After the purchase, Block holds 8,692 BTC tokens, worth over $1 billion. With this, Block Inc. is effectively the 13th largest public company holding BTC.

The move positions Block Inc. among firms pushing the Saylorization trend, alongside Twenty One Capital and MicroStrategy.
Recently, Bitcoin pioneer Max Keiser told BeInCrypto that corporations must mimic Strategy’s process to accumulate BTC lest they be left behind.
“For corporations to survive, they must mimic the Strategy’s process, they must ‘Saylorize’ or die,” Keiser told BeInCrypto.

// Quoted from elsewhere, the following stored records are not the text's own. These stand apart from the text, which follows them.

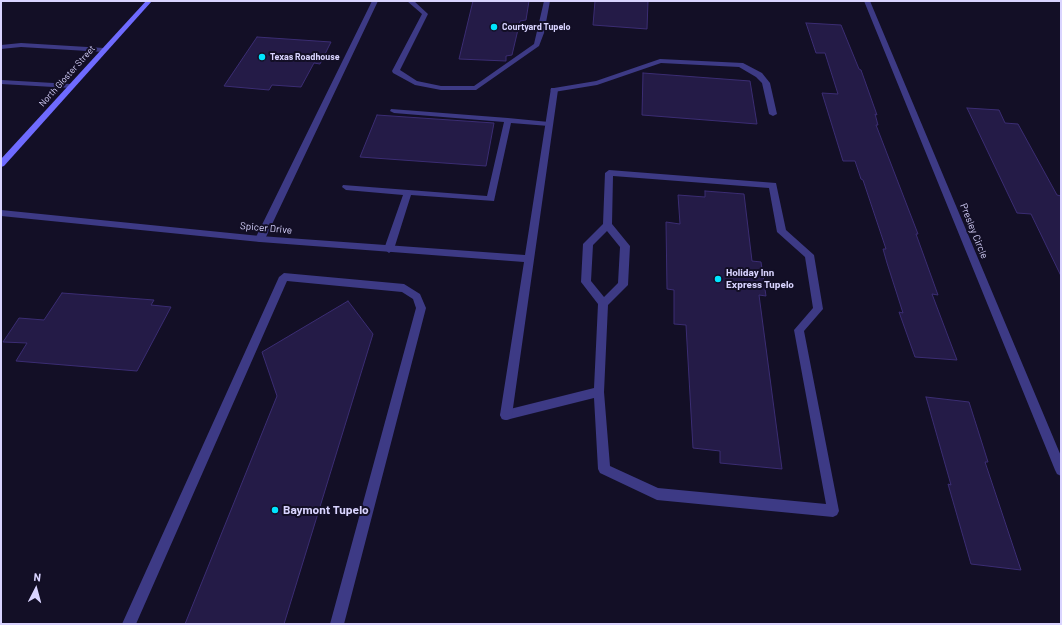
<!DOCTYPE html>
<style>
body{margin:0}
#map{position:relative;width:1062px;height:625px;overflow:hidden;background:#130f26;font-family:Barlow,sans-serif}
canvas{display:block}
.frame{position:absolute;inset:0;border:2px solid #d9d4ff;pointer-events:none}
.north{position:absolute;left:16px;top:569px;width:40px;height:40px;-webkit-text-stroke:3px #130f26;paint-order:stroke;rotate:6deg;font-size:11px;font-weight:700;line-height:16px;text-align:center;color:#d9d4ff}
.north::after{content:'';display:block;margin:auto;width:14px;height:18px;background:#d9d4ff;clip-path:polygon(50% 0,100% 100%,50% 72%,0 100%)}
</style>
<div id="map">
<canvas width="1062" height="625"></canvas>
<div class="frame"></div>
<div class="north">N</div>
</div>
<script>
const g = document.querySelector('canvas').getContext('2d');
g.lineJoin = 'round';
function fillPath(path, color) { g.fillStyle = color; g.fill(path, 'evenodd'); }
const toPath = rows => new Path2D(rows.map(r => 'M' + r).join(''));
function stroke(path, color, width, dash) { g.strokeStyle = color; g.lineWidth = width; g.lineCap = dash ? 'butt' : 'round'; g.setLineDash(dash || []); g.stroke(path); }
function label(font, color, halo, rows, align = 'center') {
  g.font = font + ' Barlow,sans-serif'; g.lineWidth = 4; g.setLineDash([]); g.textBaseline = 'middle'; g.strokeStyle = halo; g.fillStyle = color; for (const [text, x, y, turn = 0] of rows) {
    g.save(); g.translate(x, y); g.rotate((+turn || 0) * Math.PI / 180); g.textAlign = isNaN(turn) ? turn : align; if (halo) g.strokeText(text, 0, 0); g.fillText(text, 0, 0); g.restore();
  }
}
const building = toPath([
 [473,1,529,1,526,20,520,21,512,55,506,56,506,61,459,59,473,1],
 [595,1,648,1,647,29,593,25,595,1],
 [806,23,841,25,859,69,861,70,877,115,875,114,878,125,876,125,918,234,916,234,938,295,932,294,957,360,915,357,899,312,903,313,887,263,883,249,886,249,863,180,861,179,855,161,843,161,822,93,838,94,825,53,816,53,806,23],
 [257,37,331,42,320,64,314,63,301,87,272,85,269,90,224,86,257,37],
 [643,73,750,81,757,124,642,115,643,73],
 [967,108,999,110,1005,123,1018,124,1057,195,1061,196,1061,276,1031,214,1017,213,967,108],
 [377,115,494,123,486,166,360,157,377,115],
 [705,191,744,194,752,261,761,262,766,296,759,295,782,469,720,463,720,451,693,448,686,325,674,324,674,290,667,289,666,222,680,224,678,195,705,197,705,191],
 [62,293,154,300,151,305,171,307,137,371,16,361,27,343,3,342,19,318,44,320,62,293],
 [348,301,373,334,284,624,185,624,277,396,262,352,348,301],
 [926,397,969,402,988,462,985,462,1021,570,971,564,948,484,951,485,926,397]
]);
const lane = toPath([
 [372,1,378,1,265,239,260,242,257,241,255,239,372,1],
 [407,1,414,1,428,14,400,70,417,81,441,86,474,86,534,44,544,1,550,1,544,33,539,46,476,90,441,90,415,85,393,73,392,71,422,14,407,1],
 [21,43,104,48,107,50,104,52,21,47,1,49,1,45,21,43],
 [660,59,743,63,762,73,770,83,777,114,773,116,769,114,762,83,756,77,739,67,661,63,597,85,554,92,550,90,554,88,596,81,660,59],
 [391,109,508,118,549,122,553,124,549,126,511,123,494,201,411,195,394,249,389,253,384,249,403,195,346,190,342,187,343,185,487,196,504,122,394,113,390,111,391,109],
 [609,170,776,183,786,230,814,255,823,309,804,331,839,511,837,515,833,517,657,500,600,473,598,469,594,398,506,420,502,419,500,415,502,411,594,388,598,304,581,282,583,244,603,224,605,173,609,170],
 [613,176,769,188,777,232,805,257,813,308,794,330,826,504,658,488,610,466,604,392,608,305,628,285,630,246,612,224,613,176],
 [607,231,620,247,618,283,604,297,591,281,593,245,607,231],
 [284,273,404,284,420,294,426,308,344,624,330,624,416,308,413,299,402,292,287,281,136,624,122,624,279,277,284,273]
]);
const street = toPath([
 [864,1,870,1,1061,456,1061,476,1057,474,1055,470,864,1],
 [1,80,71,84,75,86,71,88,1,84,1,80],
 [551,88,554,88,558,90,512,415,510,419,506,420,502,419,500,415,524,262,260,242,1,216,1,210,260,236,525,255,551,88]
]);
const secondary = toPath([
 [146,1,152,1,4,166,1,167,1,159,146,1]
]);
const markers = [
 [494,27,4,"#00e5ff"],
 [262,57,4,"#00e5ff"],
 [718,279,4,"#00e5ff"],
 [275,510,4,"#00e5ff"]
];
const farPoinames = [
 ["Courtyard Tupelo",502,27],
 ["Texas Roadhouse",270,57]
];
const farStreetnames = [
 ["North Gloster Street",67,76,-48]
];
const streetNames = [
 ["Spicer Drive",266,228,5],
 ["Presley Circle",974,231,68]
];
const poiNames = [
 ["Holiday Inn",726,273],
 ["Express Tupelo",726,285]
];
const nearPoinames = [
 ["Baymont Tupelo",283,510]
];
fillPath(building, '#241b47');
stroke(building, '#3b2d73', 1);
fillPath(lane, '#3d3a85');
fillPath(street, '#3d3a85');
fillPath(secondary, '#6f6bff');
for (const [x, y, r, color] of markers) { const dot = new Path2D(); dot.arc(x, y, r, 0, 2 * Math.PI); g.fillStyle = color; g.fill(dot); stroke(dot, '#130f26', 1.5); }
label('bold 9px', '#d9d4ff', '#130f26', farPoinames, 'left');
label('9px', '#d9d4ff', '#130f26', farStreetnames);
label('10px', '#d9d4ff', '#130f26', streetNames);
label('bold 10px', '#d9d4ff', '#130f26', poiNames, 'left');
label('bold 12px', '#d9d4ff', '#130f26', nearPoinames, 'left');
</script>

According to Max Keiser, corporations adopting this strategy could help drive Bitcoin to $2.2 million per coin.
Meanwhile, in line with investor enthusiasm about firms adopting Bitcoin treasury strategies, Block’s XYZ stock recorded a notable surge, rising almost 10% in pre-market trading.

Block’s Q2 Returns Exceed Wall Street Forecasts
Beyond optimism around Block acquiring Bitcoin, the surge in XYZ stock price pre-market follows a positive Q2 earnings report.
The report shows Block’s total revenue hit $6.05 billion in Q2, with gross profit rising more sharply. More closely, it climbed by 8.2% to $2.54 billion, attributed to Bitcoin-related revenue from Cash App.
Bloomberg reported that Block boosted its full-year profit outlook after its Q2 earnings exceeded Wall Street predictions.
Based on the report, strong growth in Block’s Cash App lending products and steady payment processing volumes through the firm’s Square merchant network contributed to the strong growth.
Therefore, the turnout points to continued confidence in Block’s fintech ecosystem and Bitcoin’s long-term value.
Meanwhile, though Block’s gross profit rose year-on-year (YoY), its Bitcoin holdings saw a revaluation loss of $212.17 million. Analysts ascribe this to a drop in Bitcoin’s fair value.
This means that as Bitcoin’s market price decreased, Block’s BTC holdings became worth less than before.